Luca ha all’attivo una carriera – seppur giovane – già di grandi successi: oltre alle numerose sponsorizzazioni è allenatore della nazionale rumena di volo acrobatico in aliante categoria avanzata e vanta quattro medaglie d’oro nell’anno 2012, tra cui un titolo mondiale. “Quella di rappresentare il proprio paese è una soddisfazione immensa ed è una forza, non una scusa”, ha spiegato.

Il video della sua prova al mondiale ha tenuto gli occhi aggrappati alla tela bianca ancorata al muro, su cui scorrevano le immagini.
“Ci sono per ogni pilota sei voli da eseguire e ognuno è prestabilito e identico per tutti i concorrente. Le acrobazie vanno svolte in un box acrobatico dal lato di 400 piedi che parte dai 600 piedi di quota e arriva a circa un chilometro”.
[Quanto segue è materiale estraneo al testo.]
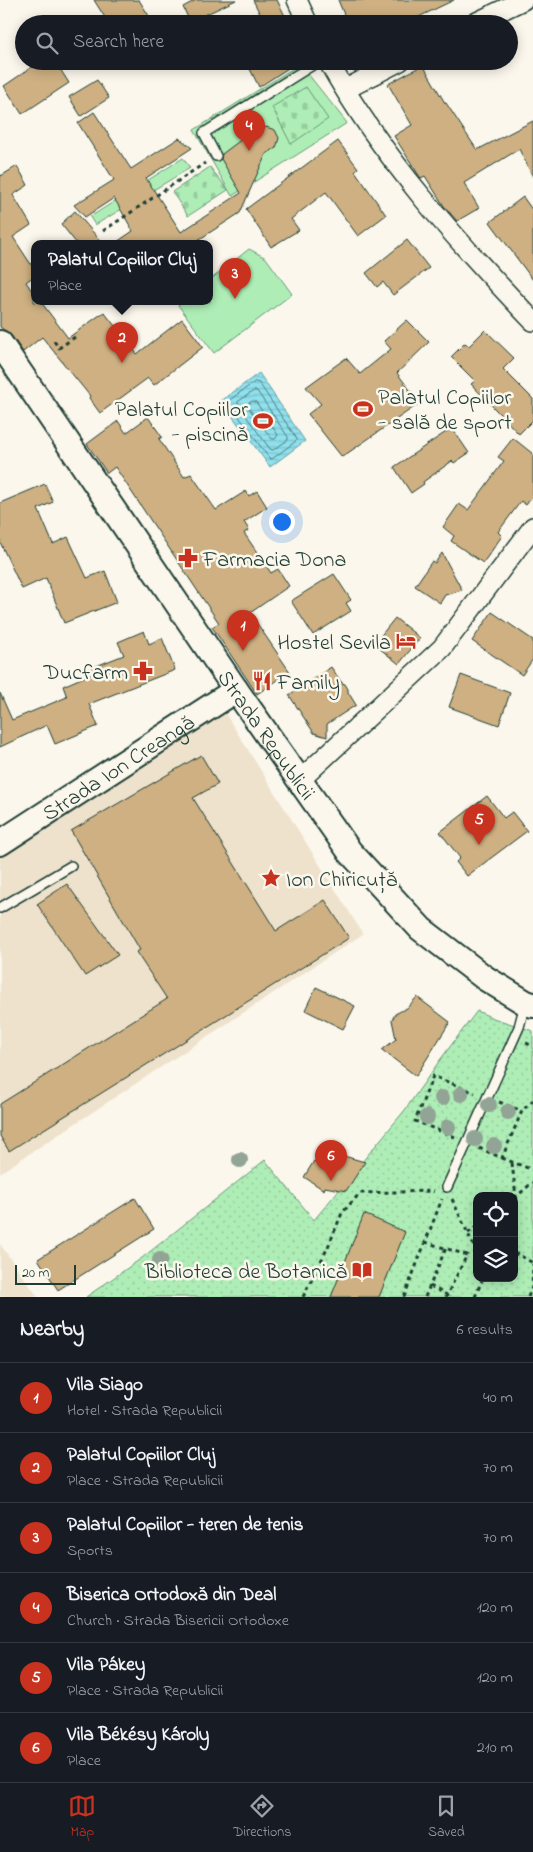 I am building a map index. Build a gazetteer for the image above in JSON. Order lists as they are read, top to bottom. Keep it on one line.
{"streets":{"street":["Strada Republicii","Strada Ion Creangă"]},"crossings":[["Strada Republicii","Strada Ion Creangă"]],"places":{"sports":["Palatul Copiilor - sală de sport","Palatul Copiilor - piscină"],"pharmacy":["Farmacia Dona","Ducfarm"],"hotel":["Hostel Sevila"],"restaurant":["Family"],"place":["Ion Chiricuță"],"library":["Biblioteca de Botanică"]},"scale_bar":"20 m","page":{"search":"Search here","pins":["4","3","2","1","5","6"],"popup":["Palatul Copiilor Cluj","Place"],"scale":"20 m","heading":["Nearby","6 results"],"list":[{"mark":"1","name":"Vila Siago","note":"Hotel · Strada Republicii","value":"40 m"},{"mark":"2","name":"Palatul Copiilor Cluj","note":"Place · Strada Republicii","value":"70 m"},{"mark":"3","name":"Palatul Copiilor - teren de tenis","note":"Sports","value":"70 m"},{"mark":"4","name":"Biserica Ortodoxă din Deal","note":"Church · Strada Bisericii Ortodoxe","value":"120 m"},{"mark":"5","name":"Vila Pákey","note":"Place · Strada Republicii","value":"120 m"},{"mark":"6","name":"Vila Békésy Károly","note":"Place","value":"210 m"}],"nav":["Map","Directions","Saved"]}}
Tutti si chiedevano in quel momento quale fosse il segreto del successo in questo campo ma la risposta è arrivata senza che la domanda fosse espressa: “Precisione, disciplina, costanza e sacrificio”.
Da atleta quale è, Luca ha sottolineato però non tanto con questa affermazione la voglia di vincere quanto la sua passione e la lotta interiore che uno sportivo porta sempre avanti: “La gara è contro me stesso che cerco di migliorare. Non si tratta di andare a una gara per arrivare primo, ma per dare il massimo”. A completare la fantastica carriera di Luca però ci sono anche gli Air Show a cui partecipa: momenti di divertimento ma sempre all’insegna della massima professionalità.
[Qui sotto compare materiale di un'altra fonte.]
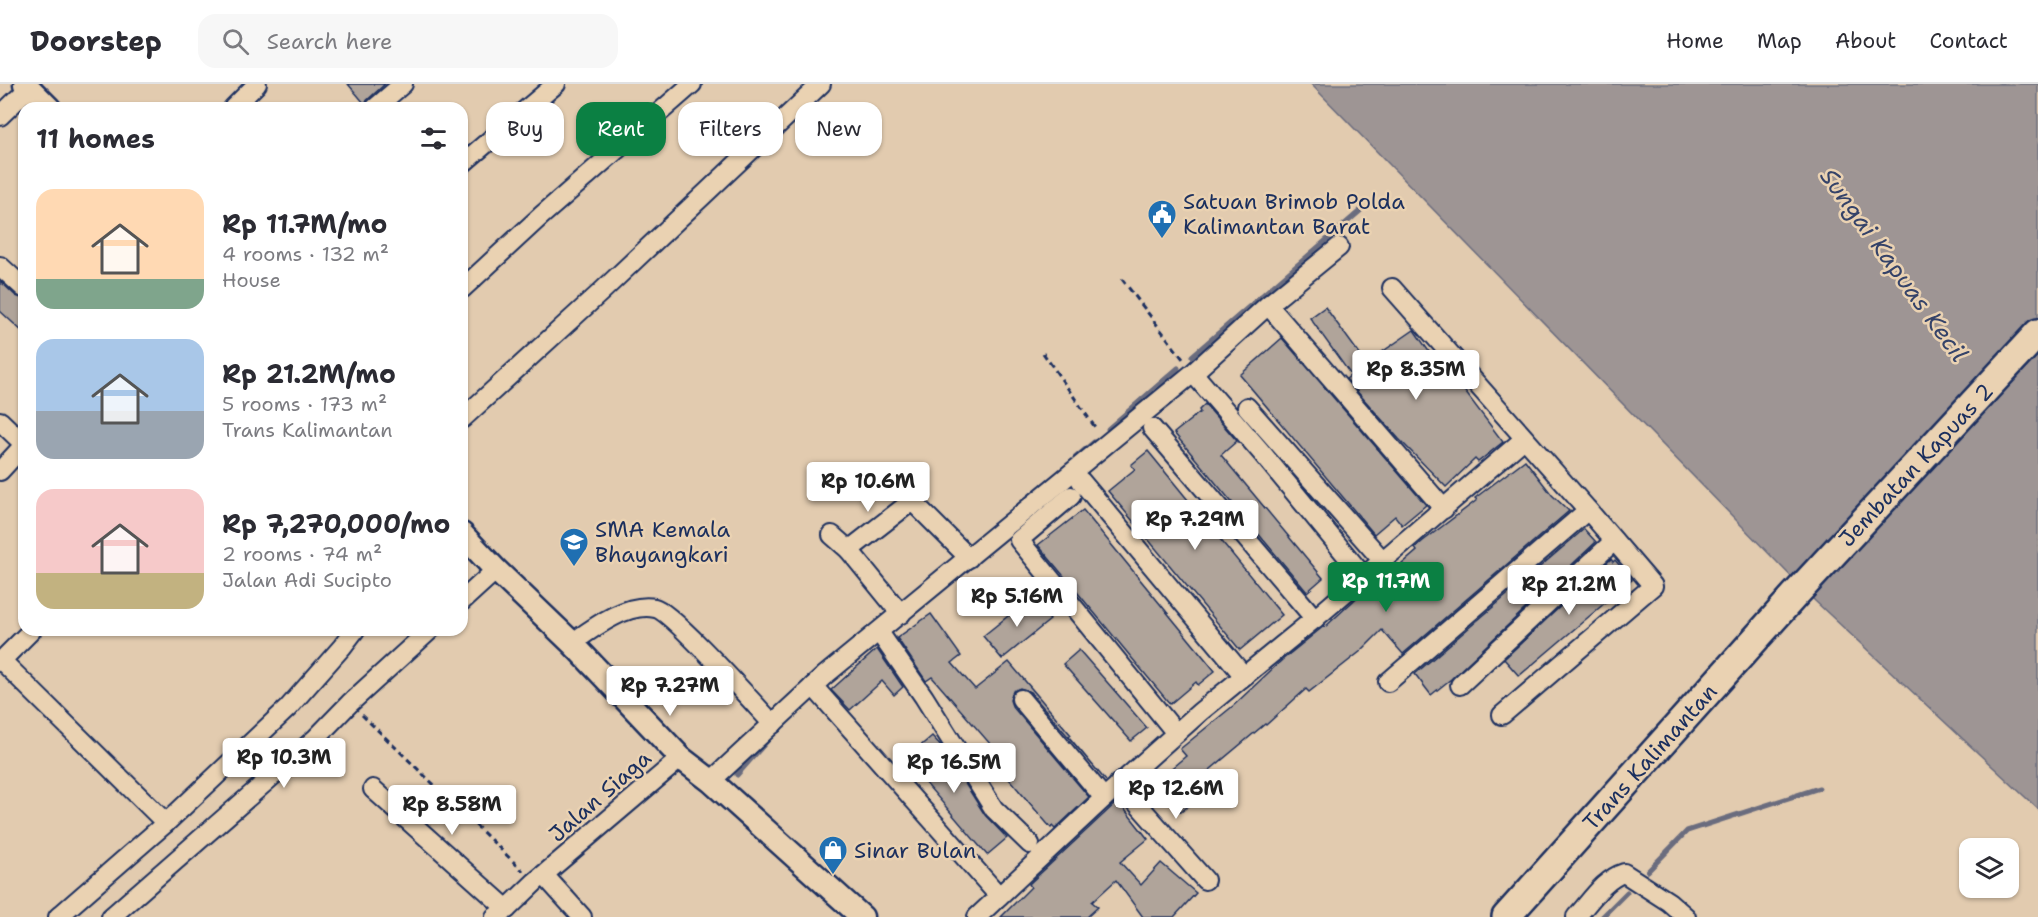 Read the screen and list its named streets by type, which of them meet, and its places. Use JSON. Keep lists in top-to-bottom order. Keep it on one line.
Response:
{"streets":{"highway":["Jembatan Kapuas 2","Trans Kalimantan"],"street":["Jalan Siaga"]},"crossings":[["Jembatan Kapuas 2","Trans Kalimantan"]],"water":["Sungai Kapuas Kecil"],"places":{"public building":["Satuan Brimob Polda Kalimantan Barat"],"school or university":["SMA Kemala Bhayangkari"],"shop":["Sinar Bulan"]},"page":{"header":"Doorstep","search":"Search here","nav":["Home","Map","About","Contact"],"chip":["Buy","Rent","Filters","New"],"heading":"11 homes","list":[{"name":"Rp 11.7M/mo","note":"4 rooms · 132 m² · House"},{"name":"Rp 21.2M/mo","note":"5 rooms · 173 m² · Trans Kalimantan"},{"name":"Rp 7,270,000/mo","note":"2 rooms · 74 m² · Jalan Adi Sucipto"}],"price":["Rp 8.35M","Rp 10.6M","Rp 7.29M","Rp 11.7M","Rp 21.2M","Rp 5.16M","Rp 7.27M","Rp 10.3M","Rp 16.5M","Rp 12.6M","Rp 8.58M"]}}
Subito dopo Luca il rappresentate di Fly Zone Italy ha chiarito i dubbi per quanto riguardava i brevetti e le possibilità di avvicinarsi al volo più di quanto possiamo fare a scuola. In quel momento gli alunni erano, per così dire, “gasatissimi” per le storie di Luca e le domande non tardavano ad arrivare.

Gli alunni presenti erano tantissimi ma la curiosità ha fatto passare il dolore alle gambe delle 3 ore di conferenza passate in piedi, racconta un alunno, e anche i professori sono rimasti contenti. Potremmo dire che con questa iniziativa il preside Giuseppe Di Giminiani ha davvero fatto centro.